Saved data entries
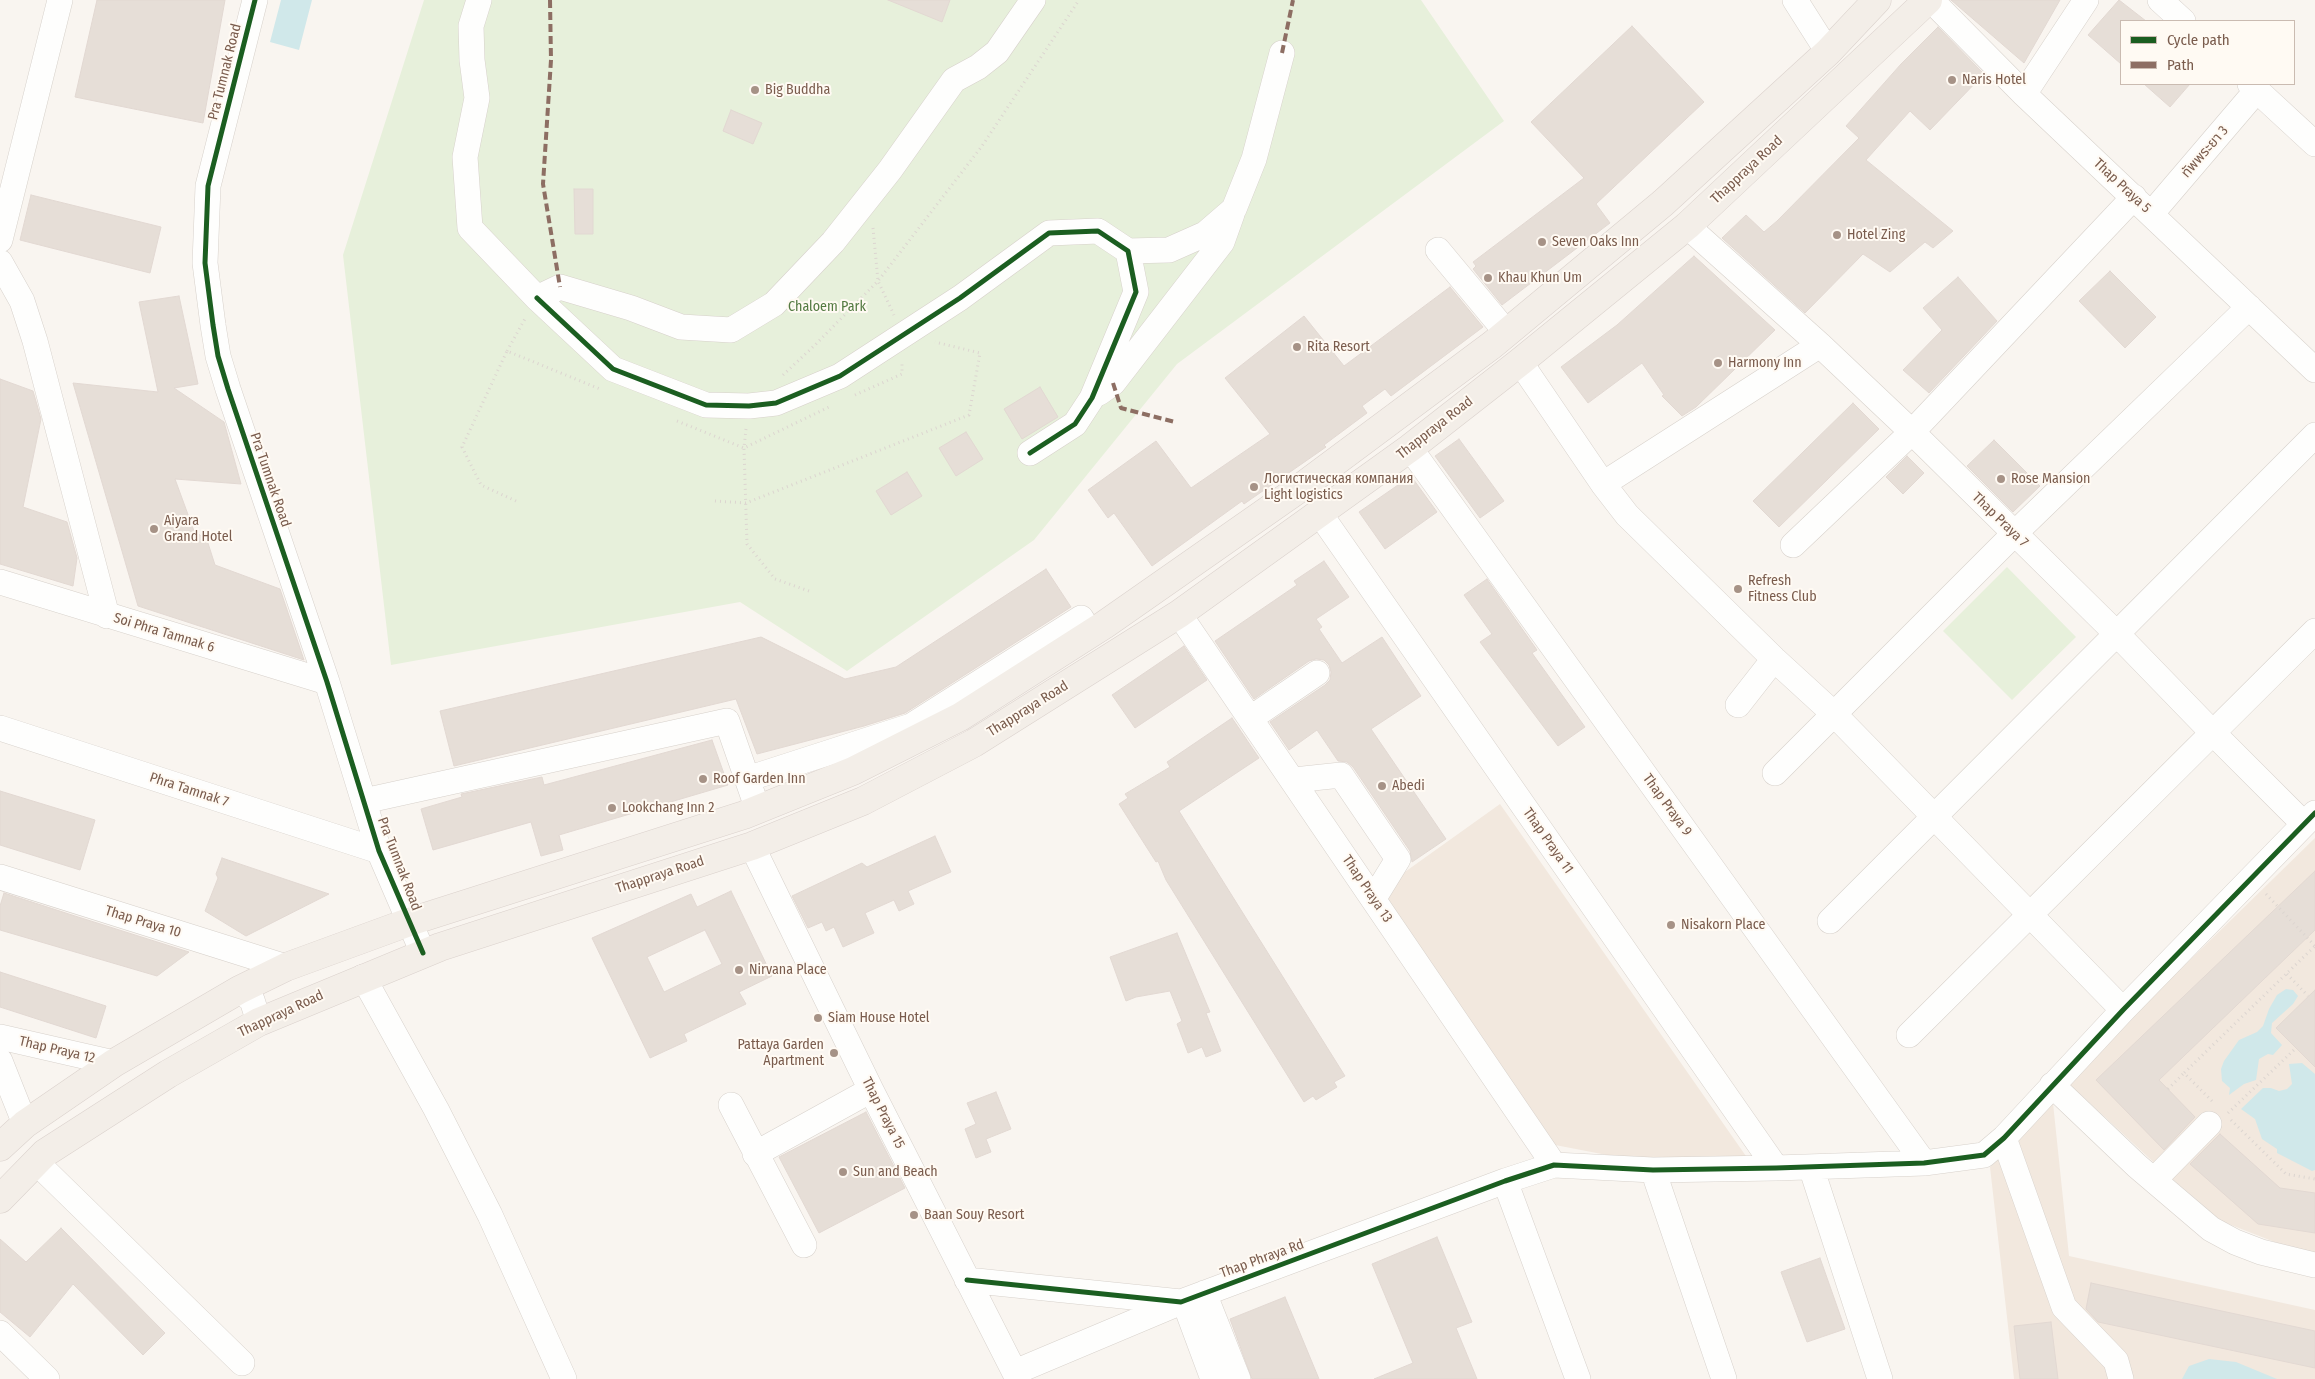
<!DOCTYPE html>
<meta charset="utf-8">
<style>
body{margin:0}
#map{position:relative;width:2315px;height:1379px;overflow:hidden;background:#f9f5f0;font-family:"Fira Sans Condensed",sans-serif}
canvas{display:block}
.legend{position:absolute;left:2120px;top:20px;width:175px;height:65px;box-sizing:border-box;background:#fffaf3;border:1px solid #cabbb1;margin:0;padding:6px 9px;list-style:none;font-size:15px;color:#7a5c4d}
.legend li{display:flex;align-items:center;gap:10px;height:25px}
.legend b{width:25px;border:1px solid #cabbb1}
</style>
<div id="map">
<canvas width="2315" height="1379"></canvas>
<ul class="legend">
<li><b style="height:6px;background:#1b5e20"></b>Cycle path</li>
<li><b style="height:6px;background:#8d6e63"></b>Path</li>
</ul>
</div>
<script>
const g = document.querySelector('canvas').getContext('2d');
g.lineJoin = 'round';
function fillPath(path, color) {
  g.fillStyle = color;
  g.fill(path, 'evenodd');
}
function toPath(rows) {
  const path = new Path2D();
  for (const r of rows) {
    path.moveTo(r[0], r[1]);
    for (let i = 2; i < r.length; i += 2) path.lineTo(r[i], r[i + 1]);
  }
  return path;
}
function stroke(path, color, width, dash) {
  g.strokeStyle = color;
  g.lineWidth = width;
  g.lineCap = dash ? 'butt' : 'round';
  g.setLineDash(dash || []);
  g.stroke(path);
}
function drawText(font, color, halo, rows, align = 'center') {
  g.font = font + ' "Fira Sans Condensed","Noto Sans Thai",sans-serif';
  g.lineWidth = 4;
  g.setLineDash([]);
  g.textBaseline = 'middle';
  g.strokeStyle = halo;
  g.fillStyle = color;
  for (const [text, x, y, turn = 0] of rows) {
    g.save();
    g.translate(x, y);
    g.rotate((+turn || 0) * Math.PI / 180);
    g.textAlign = isNaN(turn) ? turn : align;
    if (halo) g.strokeText(text, 0, 0);
    g.fillText(text, 0, 0);
    g.restore();
  }
}
fillPath(toPath([
 [1500,804,1748,1159,1638,1161,1550,1144,1381,889],
 [2315,838,2315,1253,2305,1254,2221,1221,2163,1171,2066,1081],
 [2053,1103,2069,1256,2315,1310,2315,1379,2014,1379,1990,1167]
]), '#f2e8de');
fillPath(toPath([
 [424,0,1421,0,1504,121,1177,364,1034,540,847,671,740,602,391,665,343,255],
 [2007,567,2076,637,2012,700,1943,631]
]), '#e7f0db');
fillPath(toPath([
 [281,0,312,0,299,50,270,42],
 [2286,989,2293,990,2298,996,2293,1004,2272,1023,2271,1033,2282,1045,2273,1055,2268,1054,2259,1059,2256,1080,2244,1084,2229,1095,2230,1088,2222,1081,2221,1069,2224,1061,2239,1040,2257,1032,2263,1026,2269,1009,2277,995],
 [2302,1063,2315,1074,2315,1170,2312,1171,2277,1153,2277,1149,2262,1139,2255,1119,2241,1109,2263,1088,2271,1088,2279,1091,2287,1089,2292,1084,2289,1064],
 [2209,1359,2236,1362,2277,1379,2182,1379,2189,1366]
]), '#d0e8ea');
const building = toPath([
 [97,0,225,0,203,123,75,97,97,0],
 [888,0,950,0,942,22,888,0],
 [1951,0,2060,0,2024,63,1951,0],
 [2119,0,2146,21,2121,21,2121,64,2088,35,2119,0],
 [1632,26,1704,102,1596,204,1610,223,1502,305,1473,269,1476,266,1473,262,1584,178,1531,122,1632,26],
 [1938,27,1984,74,1930,130,1910,111,1866,160,1953,231,1933,248,1925,242,1890,272,1863,254,1805,313,1722,238,1746,215,1764,232,1777,221,1859,138,1846,126,1901,64,1938,27],
 [2144,84,2190,84,2170,107,2144,84],
 [731,110,762,123,753,144,723,131,731,110],
 [574,189,593,189,593,234,575,234,574,189],
 [31,195,161,227,150,273,20,240,31,195],
 [1694,256,1775,330,1696,407,1682,416,1662,396,1664,395,1642,363,1588,403,1561,367,1617,325,1694,256],
 [2110,271,2156,317,2125,348,2079,301,2110,271],
 [1958,277,1997,321,1929,393,1903,370,1942,330,1923,308,1958,277],
 [1450,287,1483,327,1391,396,1385,389,1362,406,1367,413,1324,445,1326,447,1244,504,1242,501,1152,566,1114,513,1108,518,1088,490,1156,441,1191,488,1270,434,1225,378,1304,316,1344,366,1450,287],
 [179,296,198,384,174,388,224,422,241,484,175,479,194,531,207,540,215,565,280,589,304,660,138,606,73,383,158,392,139,302,179,296],
 [0,379,33,391,41,419,23,507,67,522,77,558,73,586,0,564,0,379],
 [1040,387,1058,417,1022,439,1004,409,1040,387],
 [1853,403,1879,429,1779,527,1753,501,1853,403],
 [966,432,983,459,956,476,939,448,966,432],
 [1459,439,1504,501,1480,518,1435,456,1459,439],
 [1994,440,2040,486,2013,512,1967,466,1994,440],
 [1907,456,1924,473,1903,494,1886,477,1907,456],
 [907,472,922,496,891,515,876,491,907,472],
 [1411,476,1437,512,1385,549,1359,512,1411,476],
 [1324,561,1349,597,1316,619,1322,627,1319,629,1342,663,1382,637,1421,696,1371,729,1446,839,1412,862,1410,851,1353,767,1347,762,1338,761,1317,730,1289,750,1270,722,1325,685,1330,680,1331,672,1329,665,1324,660,1316,659,1309,661,1254,699,1215,641,1297,585,1294,581,1324,561],
 [1046,569,1071,607,905,713,864,726,757,754,736,699,454,766,440,711,761,637,845,679,896,667,1046,569],
 [1487,579,1537,650,1532,653,1585,727,1558,746,1480,642,1492,634,1464,595,1487,579],
 [1184,646,1207,680,1135,728,1112,695,1184,646],
 [1232,718,1259,758,1179,811,1345,1076,1334,1082,1337,1087,1316,1100,1313,1096,1304,1102,1166,880,1158,861,1156,862,1119,804,1128,798,1125,794,1170,767,1167,762,1232,718],
 [712,740,728,785,559,835,563,850,541,856,531,822,433,850,421,809,462,797,461,794,542,777,544,785,712,740],
 [0,791,95,820,80,870,0,845,0,791],
 [935,836,951,872,908,891,914,904,899,911,894,900,865,913,874,933,843,947,834,927,826,931,822,922,808,928,792,896,862,863,867,867,935,836],
 [222,858,329,894,246,936,205,911,218,878,216,874,222,858],
 [2315,871,2315,930,2159,1080,2195,1117,2164,1150,2096,1080,2315,871],
 [731,891,772,976,739,992,746,1004,684,1034,687,1041,650,1058,592,938,691,894,697,907,731,891],
 [705,930,722,964,664,992,647,957,705,930],
 [4,893,75,916,189,952,157,976,0,930,0,906,4,893],
 [1177,933,1210,1012,1206,1013,1221,1051,1206,1057,1202,1047,1188,1053,1177,1024,1182,1021,1170,991,1136,997,1126,1001,1110,957,1177,933],
 [0,972,106,1006,96,1038,0,1007,0,972],
 [2315,990,2315,1067,2276,1028,2315,990],
 [996,1092,1011,1129,986,1139,991,1152,976,1158,965,1129,976,1124,967,1103,996,1092],
 [866,1112,905,1188,819,1233,779,1157,866,1112],
 [2220,1134,2280,1188,2315,1193,2315,1233,2258,1224,2190,1164,2220,1134],
 [61,1228,165,1333,143,1355,73,1284,30,1337,0,1312,0,1239,26,1262,61,1228],
 [1437,1237,1472,1322,1456,1328,1477,1379,1374,1379,1413,1363,1372,1264,1437,1237],
 [1820,1258,1845,1329,1807,1342,1781,1272,1820,1258],
 [2091,1283,2315,1331,2315,1368,2098,1322,2086,1309,2091,1283],
 [1285,1297,1319,1379,1252,1379,1230,1319,1285,1297],
 [2051,1322,2058,1379,2020,1379,2014,1326,2051,1322]
]);
fillPath(building, '#e6ded7');
stroke(building, '#e2d8d2', 1);
const minor = toPath([
 [255,0,208,186,205,263,213,325,218,356,228,389,327,682,379,851,423,953],
 [479,0,471,26,472,60,477,98,465,157,470,228,537,298,560,287,631,308,681,327,731,330,774,304,833,242,890,170,954,80,978,67,997,52,1033,0],
 [1795,0,1828,52],
 [1931,0,2024,94,2315,370],
 [2160,0,2183,21],
 [2250,84,2315,144],
 [2024,94,2086,0],
 [2152,213,2257,90],
 [1687,226,1820,345,1912,432,2117,634,2213,733,2304,824],
 [0,240,60,0],
 [1438,250,1507,333],
 [1128,251,1169,250,1205,234,1234,209,1254,159,1282,53],
 [0,262,22,301,35,341,107,616],
 [537,298,613,369,706,405,749,406,776,403,840,376,960,298,1049,233,1098,231,1128,251,1136,292,1092,398,1075,424,1030,453],
 [1520,362,1603,484,1627,515,1774,659,1833,713,2123,1010],
 [1099,393,1113,383,1222,242,1232,214],
 [1410,448,1924,1163],
 [1603,484,1820,345],
 [1320,514,1776,1168],
 [1793,545,1912,432,2134,197],
 [0,582,327,682],
 [1179,614,1554,1165],
 [1738,705,1774,659],
 [1251,718,1317,673],
 [0,728,379,851],
 [1775,773,2014,534,2249,307],
 [747,779,911,726,1081,618,1091,634],
 [1294,780,1341,775,1398,859,1374,898],
 [364,801,727,721,758,810],
 [752,846,871,1090,1018,1379],
 [0,877,286,967],
 [1830,921,2315,435],
 [363,977,436,1109,490,1215,564,1379],
 [239,990,252,1000,259,1022],
 [1909,1035,2315,631],
 [0,1037,114,1063],
 [0,1061,25,1124],
 [2052,1085,2137,1166,2211,1229,2235,1242,2261,1252,2315,1265],
 [731,1105,804,1245],
 [2004,1138,2064,1307,2116,1361,2121,1379],
 [755,1154,871,1090],
 [36,1162,242,1363],
 [1811,1167,1880,1379],
 [1653,1170,1724,1379],
 [2154,1180,2209,1124],
 [1505,1181,1578,1379],
 [967,1280,1181,1302,1505,1181,1554,1165,1653,1170,1776,1168,1924,1163,1984,1155,2004,1138,2123,1010,2315,813],
 [1204,1293,1238,1379],
 [1184,1301,1213,1379],
 [0,1333,47,1379],
 [1015,1372,1179,1303]
]);
const major = toPath([
 [0,1147,25,1124,114,1063,239,990,286,967,409,922,744,815,853,771,960,717,1104,625,1300,488,1492,345,1663,203,1828,52,1877,0],
 [0,1199,45,1153,168,1074,259,1022,440,947,752,846,863,801,974,743,1179,614,1410,448,1520,362,1687,226,1928,0]
]);
stroke(minor, '#d7d1cb', 26);
stroke(major, '#dad1cc', 29);
stroke(toPath([
 [873,228,878,281,894,315],
 [507,351,526,317],
 [783,375,815,345,878,281,982,146,1079,0],
 [855,395,902,374,902,363],
 [677,421,744,448,829,407],
 [746,429,744,448,747,544,775,579,809,591],
 [516,501,481,485,462,447,507,351,600,389],
 [715,501,746,503,969,415,980,353,935,342],
 [2266,894,2315,946],
 [2287,974,2308,996],
 [2168,1089,2184,1073],
 [2212,1101,2184,1073,2315,946],
 [2228,1113,2296,1048],
 [2231,1120,2286,1174,2315,1179]
]), '#dcd5d0', 3, [1, 4]);
stroke(minor, '#fefefd', 25);
stroke(major, '#f3eee8', 28);
stroke(toPath([
 [550,0,551,60,543,184,560,287],
 [1282,53,1293,0],
 [1113,383,1121,408,1175,422]
]), '#8d6e63', 4, [8, 4]);
stroke(toPath([
 [255,0,208,186,205,263,213,325,218,356,228,389,327,682,379,851,423,953],
 [537,298,613,369,706,405,749,406,776,403,840,376,960,298,1049,233,1098,231,1128,251,1136,292,1092,398,1075,424,1030,453],
 [967,1280,1181,1302,1505,1181,1554,1165,1653,1170,1776,1168,1924,1163,1984,1155,2004,1138,2123,1010,2315,813]
]), '#1b5e20', 5);
for (const [x, y, r, color] of [
 [1952,80,5,"#a69286"],
 [755,90,5,"#a69286"],
 [1837,235,5,"#a69286"],
 [1542,242,5,"#a69286"],
 [1488,278,5,"#a69286"],
 [1297,347,5,"#a69286"],
 [1718,363,5,"#a69286"],
 [2001,479,5,"#a69286"],
 [1254,487,5,"#a69286"],
 [154,529,5,"#a69286"],
 [1738,589,5,"#a69286"],
 [703,779,5,"#a69286"],
 [1382,786,5,"#a69286"],
 [612,808,5,"#a69286"],
 [1671,925,5,"#a69286"],
 [739,970,5,"#a69286"],
 [818,1018,5,"#a69286"],
 [834,1053,5,"#a69286"],
 [843,1172,5,"#a69286"],
 [914,1215,5,"#a69286"]
]) {
  const dot = new Path2D();
  dot.arc(x, y, r, 0, 2 * Math.PI);
  g.fillStyle = color;
  g.fill(dot);
  stroke(dot, '#fffaf3', 2);
}
drawText('14px', '#7a5c4d', '#fffaf3', [
 ["Pra Tumnak Road",225,72,-76],
 ["ทัพพระยา 3",2205,152,-49],
 ["Thappraya Road",1747,170,-43],
 ["Thap Praya 5",2122,186,43],
 ["Thappraya Road",1435,428,-38],
 ["Pra Tumnak Road",270,480,71],
 ["Thap Praya 7",2000,520,44],
 ["Soi Phra Tamnak 6",164,633,17],
 ["Thappraya Road",1028,709,-32],
 ["Phra Tamnak 7",189,790,18],
 ["Thap Praya 9",1667,805,54],
 ["Thap Praya 11",1548,841,55],
 ["Pra Tumnak Road",399,864,69],
 ["Thappraya Road",660,875,-18],
 ["Thap Praya 13",1367,889,56],
 ["Thap Praya 10",143,922,17],
 ["Thappraya Road",281,1014,-25],
 ["Thap Praya 12",57,1050,13],
 ["Thap Praya 15",883,1113,63],
 ["Thap Phraya Rd",1262,1259,-20]
]);
drawText('14px', '#7a5c4d', '#fffaf3', [
 ["Naris Hotel",1962,80],
 ["Big Buddha",765,90],
 ["Hotel Zing",1847,235],
 ["Seven Oaks Inn",1552,242],
 ["Khau Khun Um",1498,278],
 ["Rita Resort",1307,347],
 ["Harmony Inn",1728,363],
 ["Логистическая компания",1264,479],
 ["Light logistics",1264,495],
 ["Rose Mansion",2011,479],
 ["Aiyara",164,521],
 ["Grand Hotel",164,537],
 ["Refresh",1748,581],
 ["Fitness Club",1748,597],
 ["Roof Garden Inn",713,779],
 ["Abedi",1392,786],
 ["Lookchang Inn 2",622,808],
 ["Nisakorn Place",1681,925],
 ["Nirvana Place",749,970],
 ["Siam House Hotel",828,1018],
 ["Pattaya Garden",824,1045,"right"],
 ["Apartment",824,1061,"right"],
 ["Sun and Beach",853,1172],
 ["Baan Souy Resort",924,1215]
], 'left');
drawText('14px', '#537a41', '#fffaf3', [
 ["Chaloem Park",827,307]
]);
</script>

> EXERCISE DETAILS: Copy all lines above where "Condensed" is present.

> RESULT OF THE TASK:
#map{position:relative;width:2315px;height:1379px;overflow:hidden;background:#f9f5f0;font-family:"Fira Sans Condensed",sans-serif}
  g.font = font + ' "Fira Sans Condensed","Noto Sans Thai",sans-serif';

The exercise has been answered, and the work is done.